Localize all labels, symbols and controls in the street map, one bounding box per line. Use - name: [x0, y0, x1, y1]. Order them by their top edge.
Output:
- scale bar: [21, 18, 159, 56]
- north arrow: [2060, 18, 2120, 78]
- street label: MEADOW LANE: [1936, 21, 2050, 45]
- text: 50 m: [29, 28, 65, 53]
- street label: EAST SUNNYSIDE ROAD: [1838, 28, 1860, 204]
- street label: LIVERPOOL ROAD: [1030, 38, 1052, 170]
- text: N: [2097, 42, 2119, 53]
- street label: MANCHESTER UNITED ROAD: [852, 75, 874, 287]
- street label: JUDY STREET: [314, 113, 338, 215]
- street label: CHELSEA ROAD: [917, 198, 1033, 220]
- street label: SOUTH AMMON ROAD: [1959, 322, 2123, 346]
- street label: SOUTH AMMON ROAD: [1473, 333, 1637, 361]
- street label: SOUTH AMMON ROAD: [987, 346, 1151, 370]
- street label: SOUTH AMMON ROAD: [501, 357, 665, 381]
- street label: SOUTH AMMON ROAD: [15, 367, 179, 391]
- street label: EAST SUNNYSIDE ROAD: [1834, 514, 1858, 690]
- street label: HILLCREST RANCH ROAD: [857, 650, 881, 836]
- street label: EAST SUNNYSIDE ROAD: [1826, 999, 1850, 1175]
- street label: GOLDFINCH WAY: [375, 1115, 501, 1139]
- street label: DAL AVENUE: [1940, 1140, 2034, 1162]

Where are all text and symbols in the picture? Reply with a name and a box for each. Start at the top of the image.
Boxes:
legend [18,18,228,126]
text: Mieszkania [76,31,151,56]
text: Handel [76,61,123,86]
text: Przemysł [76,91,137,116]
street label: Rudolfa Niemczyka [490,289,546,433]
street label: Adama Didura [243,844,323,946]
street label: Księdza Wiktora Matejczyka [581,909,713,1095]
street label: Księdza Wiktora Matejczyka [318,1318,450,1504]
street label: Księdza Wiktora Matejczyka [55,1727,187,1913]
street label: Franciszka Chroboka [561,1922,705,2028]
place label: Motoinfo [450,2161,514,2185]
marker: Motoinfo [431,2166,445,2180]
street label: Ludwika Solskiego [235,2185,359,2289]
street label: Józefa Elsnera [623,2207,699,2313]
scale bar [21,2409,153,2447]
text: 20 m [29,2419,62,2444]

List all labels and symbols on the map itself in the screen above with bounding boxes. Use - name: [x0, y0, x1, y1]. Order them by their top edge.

----

Every record here must be output exactly, word for word.

Answer box
Localize all labels, symbols and controls in the street map, one bounding box per line. Use - name: [x0, y0, x1, y1]. Order them by their top edge.
Output:
- scale bar: [21, 18, 159, 56]
- north arrow: [2060, 18, 2120, 78]
- street label: MEADOW LANE: [1936, 21, 2050, 45]
- text: 50 m: [29, 28, 65, 53]
- street label: EAST SUNNYSIDE ROAD: [1838, 28, 1860, 204]
- street label: LIVERPOOL ROAD: [1030, 38, 1052, 170]
- text: N: [2097, 42, 2119, 53]
- street label: MANCHESTER UNITED ROAD: [852, 75, 874, 287]
- street label: JUDY STREET: [314, 113, 338, 215]
- street label: CHELSEA ROAD: [917, 198, 1033, 220]
- street label: SOUTH AMMON ROAD: [1959, 322, 2123, 346]
- street label: SOUTH AMMON ROAD: [1473, 333, 1637, 361]
- street label: SOUTH AMMON ROAD: [987, 346, 1151, 370]
- street label: SOUTH AMMON ROAD: [501, 357, 665, 381]
- street label: SOUTH AMMON ROAD: [15, 367, 179, 391]
- street label: EAST SUNNYSIDE ROAD: [1834, 514, 1858, 690]
- street label: HILLCREST RANCH ROAD: [857, 650, 881, 836]
- street label: EAST SUNNYSIDE ROAD: [1826, 999, 1850, 1175]
- street label: GOLDFINCH WAY: [375, 1115, 501, 1139]
- street label: DAL AVENUE: [1940, 1140, 2034, 1162]

Where are all text and symbols in the picture? Reply with a name and a box for each. Start at the top of the image.
Boxes:
legend [18,18,228,126]
text: Mieszkania [76,31,151,56]
text: Handel [76,61,123,86]
text: Przemysł [76,91,137,116]
street label: Rudolfa Niemczyka [490,289,546,433]
street label: Adama Didura [243,844,323,946]
street label: Księdza Wiktora Matejczyka [581,909,713,1095]
street label: Księdza Wiktora Matejczyka [318,1318,450,1504]
street label: Księdza Wiktora Matejczyka [55,1727,187,1913]
street label: Franciszka Chroboka [561,1922,705,2028]
place label: Motoinfo [450,2161,514,2185]
marker: Motoinfo [431,2166,445,2180]
street label: Ludwika Solskiego [235,2185,359,2289]
street label: Józefa Elsnera [623,2207,699,2313]
scale bar [21,2409,153,2447]
text: 20 m [29,2419,62,2444]

List all labels and symbols on the map itself in the screen above with bounding boxes. Use - name: [x0, y0, x1, y1]. Order them by their top edge.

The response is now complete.